PROBLEM TO WORK ON ::
In the entries below, find each line with the word "scale" and return it.

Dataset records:

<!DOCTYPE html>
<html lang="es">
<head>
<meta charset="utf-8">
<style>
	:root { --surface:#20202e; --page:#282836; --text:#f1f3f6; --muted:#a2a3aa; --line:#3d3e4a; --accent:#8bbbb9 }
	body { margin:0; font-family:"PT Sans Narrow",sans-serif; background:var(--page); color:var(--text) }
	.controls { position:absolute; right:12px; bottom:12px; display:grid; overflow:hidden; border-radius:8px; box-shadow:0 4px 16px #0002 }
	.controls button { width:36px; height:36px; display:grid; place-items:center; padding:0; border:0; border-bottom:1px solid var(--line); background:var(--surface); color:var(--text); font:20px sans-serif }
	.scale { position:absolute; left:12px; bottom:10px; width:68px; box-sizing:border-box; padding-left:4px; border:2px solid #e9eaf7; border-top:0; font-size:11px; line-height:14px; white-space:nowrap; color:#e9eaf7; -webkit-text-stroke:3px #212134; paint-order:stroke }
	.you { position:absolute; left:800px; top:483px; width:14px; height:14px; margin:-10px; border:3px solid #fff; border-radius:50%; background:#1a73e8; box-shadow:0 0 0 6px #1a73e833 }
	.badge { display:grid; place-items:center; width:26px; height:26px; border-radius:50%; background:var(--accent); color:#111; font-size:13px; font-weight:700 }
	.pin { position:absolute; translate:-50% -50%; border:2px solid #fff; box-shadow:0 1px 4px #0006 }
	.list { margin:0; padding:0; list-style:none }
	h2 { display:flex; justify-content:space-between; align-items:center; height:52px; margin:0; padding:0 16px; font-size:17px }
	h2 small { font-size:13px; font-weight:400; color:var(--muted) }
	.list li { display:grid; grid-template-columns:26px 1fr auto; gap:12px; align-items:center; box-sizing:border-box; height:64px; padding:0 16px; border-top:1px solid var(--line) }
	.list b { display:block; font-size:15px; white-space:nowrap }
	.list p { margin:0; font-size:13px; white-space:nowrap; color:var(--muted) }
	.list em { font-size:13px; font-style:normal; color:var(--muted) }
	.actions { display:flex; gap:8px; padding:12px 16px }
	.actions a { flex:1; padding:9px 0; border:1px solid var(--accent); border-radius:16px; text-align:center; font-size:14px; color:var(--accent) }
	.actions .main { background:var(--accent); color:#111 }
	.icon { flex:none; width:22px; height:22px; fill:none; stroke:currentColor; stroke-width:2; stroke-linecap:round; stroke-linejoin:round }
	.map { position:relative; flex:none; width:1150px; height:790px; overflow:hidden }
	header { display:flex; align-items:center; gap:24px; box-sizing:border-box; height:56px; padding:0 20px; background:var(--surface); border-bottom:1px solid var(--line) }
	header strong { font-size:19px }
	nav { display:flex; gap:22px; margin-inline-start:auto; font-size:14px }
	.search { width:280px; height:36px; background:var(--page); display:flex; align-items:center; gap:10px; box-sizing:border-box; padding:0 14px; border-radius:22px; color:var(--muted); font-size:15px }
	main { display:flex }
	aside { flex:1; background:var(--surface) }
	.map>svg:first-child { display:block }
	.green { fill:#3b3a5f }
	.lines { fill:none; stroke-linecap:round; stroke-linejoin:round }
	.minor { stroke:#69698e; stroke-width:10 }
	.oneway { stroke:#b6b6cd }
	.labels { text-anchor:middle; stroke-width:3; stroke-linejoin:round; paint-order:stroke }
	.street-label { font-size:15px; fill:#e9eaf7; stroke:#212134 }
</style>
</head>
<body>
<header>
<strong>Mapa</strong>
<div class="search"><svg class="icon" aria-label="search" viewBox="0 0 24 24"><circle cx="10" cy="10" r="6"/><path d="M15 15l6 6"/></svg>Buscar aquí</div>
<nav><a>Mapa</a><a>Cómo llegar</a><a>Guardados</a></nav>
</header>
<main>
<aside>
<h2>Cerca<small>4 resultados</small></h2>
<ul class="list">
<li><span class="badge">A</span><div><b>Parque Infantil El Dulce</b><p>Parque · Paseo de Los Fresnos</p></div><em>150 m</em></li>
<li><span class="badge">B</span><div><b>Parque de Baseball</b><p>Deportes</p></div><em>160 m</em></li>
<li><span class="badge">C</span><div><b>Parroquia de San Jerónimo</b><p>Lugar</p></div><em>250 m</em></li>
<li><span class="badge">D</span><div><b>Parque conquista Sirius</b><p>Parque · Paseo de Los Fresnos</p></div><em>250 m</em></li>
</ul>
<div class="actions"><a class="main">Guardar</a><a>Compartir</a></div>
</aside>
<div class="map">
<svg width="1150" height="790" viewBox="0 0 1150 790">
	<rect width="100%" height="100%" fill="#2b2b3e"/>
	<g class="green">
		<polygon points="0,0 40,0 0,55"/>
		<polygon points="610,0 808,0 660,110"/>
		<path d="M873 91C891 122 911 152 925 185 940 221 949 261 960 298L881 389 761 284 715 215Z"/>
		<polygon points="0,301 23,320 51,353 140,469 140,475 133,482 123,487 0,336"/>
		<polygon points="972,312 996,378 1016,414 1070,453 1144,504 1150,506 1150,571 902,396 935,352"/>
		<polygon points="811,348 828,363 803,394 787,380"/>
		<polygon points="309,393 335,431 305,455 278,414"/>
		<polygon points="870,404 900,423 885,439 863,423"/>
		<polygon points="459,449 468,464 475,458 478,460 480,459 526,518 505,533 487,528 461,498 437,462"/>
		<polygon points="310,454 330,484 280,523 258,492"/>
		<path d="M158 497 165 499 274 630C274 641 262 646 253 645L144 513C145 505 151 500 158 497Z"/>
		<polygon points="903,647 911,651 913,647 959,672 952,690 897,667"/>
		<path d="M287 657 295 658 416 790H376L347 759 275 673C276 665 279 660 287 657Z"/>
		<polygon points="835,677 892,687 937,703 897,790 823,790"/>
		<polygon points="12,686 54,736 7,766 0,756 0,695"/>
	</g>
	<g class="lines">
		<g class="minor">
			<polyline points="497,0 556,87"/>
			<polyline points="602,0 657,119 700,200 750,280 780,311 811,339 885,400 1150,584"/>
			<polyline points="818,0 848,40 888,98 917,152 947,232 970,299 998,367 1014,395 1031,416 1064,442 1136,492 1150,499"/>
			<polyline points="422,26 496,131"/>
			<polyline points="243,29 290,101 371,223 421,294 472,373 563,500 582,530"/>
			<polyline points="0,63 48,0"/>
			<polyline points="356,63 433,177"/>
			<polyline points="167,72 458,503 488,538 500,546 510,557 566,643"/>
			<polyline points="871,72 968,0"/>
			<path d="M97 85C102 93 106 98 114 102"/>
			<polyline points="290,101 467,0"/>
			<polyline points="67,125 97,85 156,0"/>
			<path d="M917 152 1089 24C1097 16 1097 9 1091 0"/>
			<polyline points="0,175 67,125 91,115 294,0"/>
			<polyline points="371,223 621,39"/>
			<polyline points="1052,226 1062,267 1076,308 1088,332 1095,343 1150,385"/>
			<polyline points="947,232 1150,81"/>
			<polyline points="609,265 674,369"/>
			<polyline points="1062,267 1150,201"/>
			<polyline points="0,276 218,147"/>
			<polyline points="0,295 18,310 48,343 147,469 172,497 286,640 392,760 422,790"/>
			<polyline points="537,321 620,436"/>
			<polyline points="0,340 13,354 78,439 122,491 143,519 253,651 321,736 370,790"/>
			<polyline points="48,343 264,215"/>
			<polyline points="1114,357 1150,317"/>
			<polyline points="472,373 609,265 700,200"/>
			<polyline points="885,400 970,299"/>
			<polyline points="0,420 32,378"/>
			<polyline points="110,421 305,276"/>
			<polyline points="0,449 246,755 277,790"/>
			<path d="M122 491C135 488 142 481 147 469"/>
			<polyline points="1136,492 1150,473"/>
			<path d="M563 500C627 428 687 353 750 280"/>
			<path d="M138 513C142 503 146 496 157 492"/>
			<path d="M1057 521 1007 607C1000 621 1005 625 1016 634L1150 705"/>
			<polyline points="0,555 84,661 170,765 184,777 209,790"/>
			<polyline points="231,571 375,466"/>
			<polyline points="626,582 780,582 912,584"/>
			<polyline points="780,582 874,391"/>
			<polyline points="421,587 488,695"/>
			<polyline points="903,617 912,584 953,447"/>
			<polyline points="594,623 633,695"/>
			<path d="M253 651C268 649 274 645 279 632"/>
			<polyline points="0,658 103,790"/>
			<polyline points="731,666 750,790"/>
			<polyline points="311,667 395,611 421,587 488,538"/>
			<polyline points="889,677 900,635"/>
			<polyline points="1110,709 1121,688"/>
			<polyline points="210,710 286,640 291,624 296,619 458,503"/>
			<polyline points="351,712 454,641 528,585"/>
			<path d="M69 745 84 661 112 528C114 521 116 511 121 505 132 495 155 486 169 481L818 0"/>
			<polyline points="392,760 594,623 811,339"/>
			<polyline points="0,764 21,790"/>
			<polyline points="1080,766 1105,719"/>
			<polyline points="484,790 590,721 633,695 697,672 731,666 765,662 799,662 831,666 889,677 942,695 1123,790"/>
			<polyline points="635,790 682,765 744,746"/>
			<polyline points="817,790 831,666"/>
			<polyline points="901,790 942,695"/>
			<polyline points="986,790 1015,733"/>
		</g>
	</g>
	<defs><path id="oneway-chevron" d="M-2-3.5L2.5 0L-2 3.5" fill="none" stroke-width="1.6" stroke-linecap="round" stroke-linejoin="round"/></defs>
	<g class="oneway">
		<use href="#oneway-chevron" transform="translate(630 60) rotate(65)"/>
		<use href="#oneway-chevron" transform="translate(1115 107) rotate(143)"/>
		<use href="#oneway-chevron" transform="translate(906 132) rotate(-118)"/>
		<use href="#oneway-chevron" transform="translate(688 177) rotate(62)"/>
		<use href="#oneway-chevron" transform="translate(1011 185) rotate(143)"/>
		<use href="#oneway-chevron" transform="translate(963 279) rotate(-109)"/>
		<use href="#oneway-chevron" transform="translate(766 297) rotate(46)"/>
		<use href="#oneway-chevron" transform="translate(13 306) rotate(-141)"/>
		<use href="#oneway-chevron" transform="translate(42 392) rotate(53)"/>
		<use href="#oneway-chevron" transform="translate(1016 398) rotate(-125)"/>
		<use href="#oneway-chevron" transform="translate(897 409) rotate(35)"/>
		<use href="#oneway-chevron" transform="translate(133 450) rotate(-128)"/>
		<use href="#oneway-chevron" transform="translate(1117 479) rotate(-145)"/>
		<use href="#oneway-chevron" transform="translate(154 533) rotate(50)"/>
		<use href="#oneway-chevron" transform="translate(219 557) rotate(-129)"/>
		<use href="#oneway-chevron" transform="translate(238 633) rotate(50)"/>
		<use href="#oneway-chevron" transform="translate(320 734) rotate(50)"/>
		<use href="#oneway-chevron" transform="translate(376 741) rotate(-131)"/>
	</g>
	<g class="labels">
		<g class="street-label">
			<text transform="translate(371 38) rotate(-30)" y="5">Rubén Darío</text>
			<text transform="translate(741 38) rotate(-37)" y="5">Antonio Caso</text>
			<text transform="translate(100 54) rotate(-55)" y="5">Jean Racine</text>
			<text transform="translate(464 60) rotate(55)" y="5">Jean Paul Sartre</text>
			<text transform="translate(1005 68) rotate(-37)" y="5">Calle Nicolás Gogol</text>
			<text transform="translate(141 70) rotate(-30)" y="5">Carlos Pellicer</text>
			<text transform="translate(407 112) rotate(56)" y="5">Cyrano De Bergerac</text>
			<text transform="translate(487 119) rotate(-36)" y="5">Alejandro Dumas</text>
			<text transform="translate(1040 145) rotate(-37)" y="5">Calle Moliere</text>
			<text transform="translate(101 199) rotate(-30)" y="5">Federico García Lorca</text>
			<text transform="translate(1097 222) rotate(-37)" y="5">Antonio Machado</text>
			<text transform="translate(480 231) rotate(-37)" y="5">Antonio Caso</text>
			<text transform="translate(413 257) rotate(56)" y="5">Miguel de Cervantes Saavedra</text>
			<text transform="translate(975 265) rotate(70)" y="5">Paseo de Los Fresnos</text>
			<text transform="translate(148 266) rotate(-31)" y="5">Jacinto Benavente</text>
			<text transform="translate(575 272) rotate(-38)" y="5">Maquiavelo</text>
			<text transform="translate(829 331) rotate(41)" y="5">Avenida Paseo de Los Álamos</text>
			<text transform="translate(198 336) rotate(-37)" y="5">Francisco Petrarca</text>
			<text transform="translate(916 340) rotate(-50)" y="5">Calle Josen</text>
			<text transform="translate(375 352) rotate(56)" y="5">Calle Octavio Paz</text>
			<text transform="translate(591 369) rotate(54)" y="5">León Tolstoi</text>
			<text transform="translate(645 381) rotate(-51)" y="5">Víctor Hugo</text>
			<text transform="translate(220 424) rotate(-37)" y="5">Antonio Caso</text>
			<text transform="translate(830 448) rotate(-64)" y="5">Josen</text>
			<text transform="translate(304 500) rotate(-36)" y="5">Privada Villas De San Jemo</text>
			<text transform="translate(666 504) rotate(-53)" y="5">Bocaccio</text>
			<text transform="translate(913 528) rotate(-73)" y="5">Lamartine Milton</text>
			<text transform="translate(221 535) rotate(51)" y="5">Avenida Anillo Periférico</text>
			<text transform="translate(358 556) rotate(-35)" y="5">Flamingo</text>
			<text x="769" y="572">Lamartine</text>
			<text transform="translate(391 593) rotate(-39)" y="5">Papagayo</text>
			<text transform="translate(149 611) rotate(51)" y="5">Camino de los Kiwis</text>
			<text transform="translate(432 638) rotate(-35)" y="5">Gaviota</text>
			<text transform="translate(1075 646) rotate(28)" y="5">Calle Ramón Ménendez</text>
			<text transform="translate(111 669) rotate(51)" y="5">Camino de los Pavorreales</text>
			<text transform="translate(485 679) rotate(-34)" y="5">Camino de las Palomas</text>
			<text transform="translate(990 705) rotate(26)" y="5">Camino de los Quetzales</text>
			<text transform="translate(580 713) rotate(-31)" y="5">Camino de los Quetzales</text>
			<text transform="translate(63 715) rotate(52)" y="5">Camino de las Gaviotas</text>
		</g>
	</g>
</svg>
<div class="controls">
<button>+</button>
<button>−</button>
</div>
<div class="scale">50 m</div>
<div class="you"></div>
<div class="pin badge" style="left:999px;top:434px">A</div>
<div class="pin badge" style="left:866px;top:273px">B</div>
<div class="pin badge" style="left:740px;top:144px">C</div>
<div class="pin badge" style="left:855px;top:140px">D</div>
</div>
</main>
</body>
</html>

WRITTEN SOLUTION ::
	.scale { position:absolute; left:12px; bottom:10px; width:68px; box-sizing:border-box; padding-left:4px; border:2px solid #e9eaf7; border-top:0; font-size:11px; line-height:14px; white-space:nowrap; color:#e9eaf7; -webkit-text-stroke:3px #212134; paint-order:stroke }
<div class="scale">50 m</div>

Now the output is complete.